Your copy must hold all of the data below, unchanged and without images.

Recorded data
____

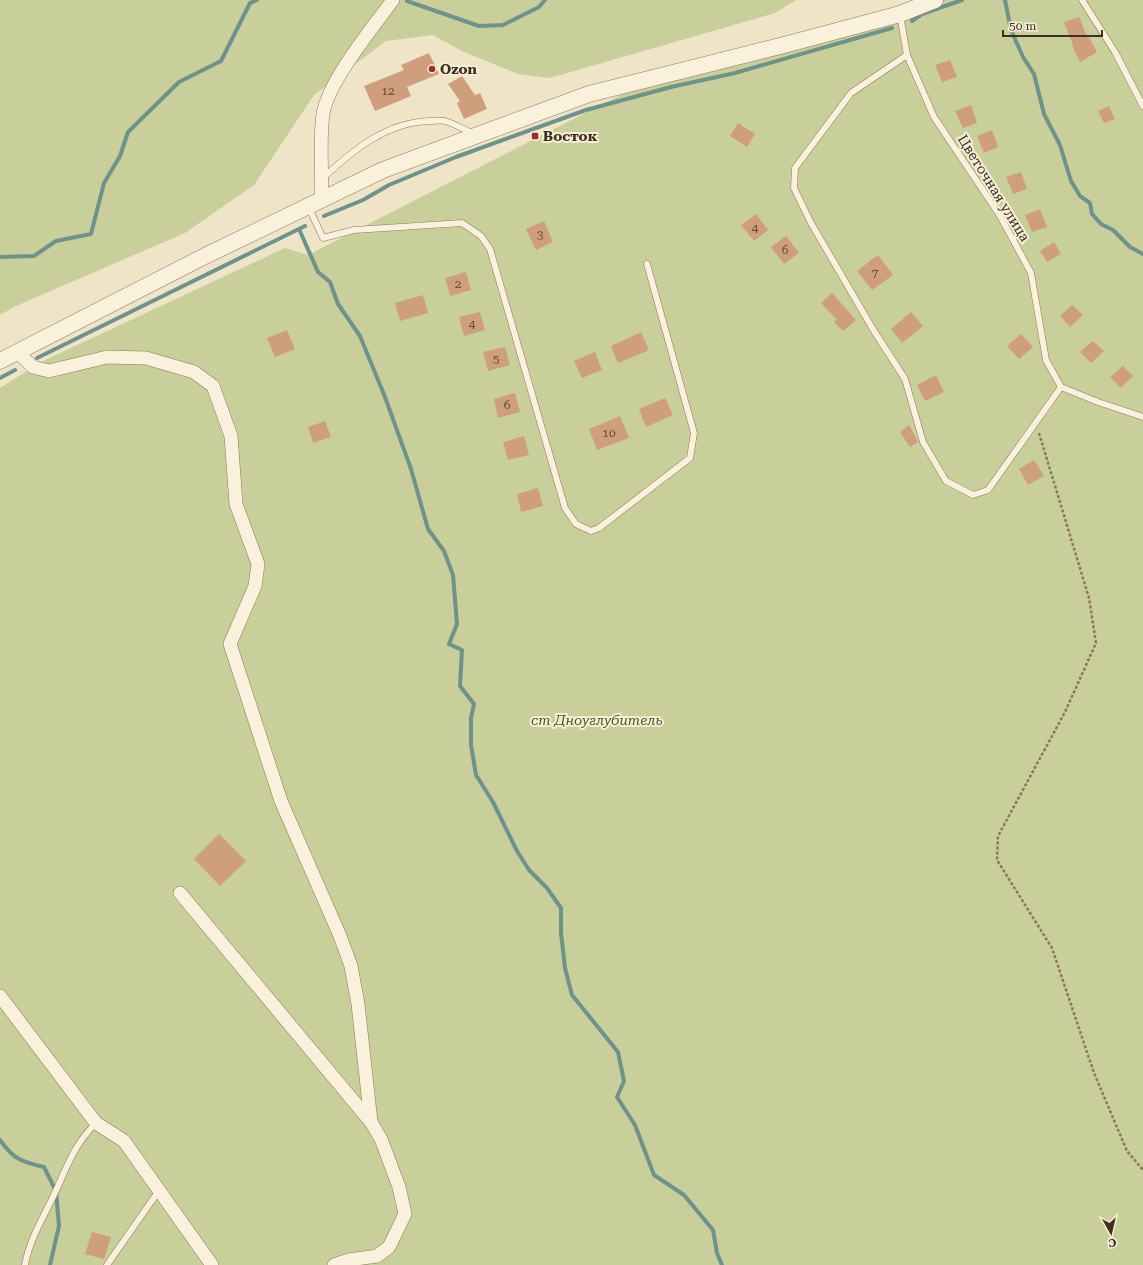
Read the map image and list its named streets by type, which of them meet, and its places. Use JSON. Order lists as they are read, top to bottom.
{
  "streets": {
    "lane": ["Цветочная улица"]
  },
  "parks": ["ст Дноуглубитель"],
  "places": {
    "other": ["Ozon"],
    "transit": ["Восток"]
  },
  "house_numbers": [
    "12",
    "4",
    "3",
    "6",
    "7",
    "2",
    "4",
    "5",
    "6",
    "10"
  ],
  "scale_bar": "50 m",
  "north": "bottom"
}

____

= Completed task =
Read the map image and list its named streets by type, which of them meet, and its places. Use JSON. Order lists as they are read, top to bottom.
{
  "streets": {
    "lane": ["Цветочная улица"]
  },
  "parks": ["ст Дноуглубитель"],
  "places": {
    "other": ["Ozon"],
    "transit": ["Восток"]
  },
  "house_numbers": [
    "12",
    "4",
    "3",
    "6",
    "7",
    "2",
    "4",
    "5",
    "6",
    "10"
  ],
  "scale_bar": "50 m",
  "north": "bottom"
}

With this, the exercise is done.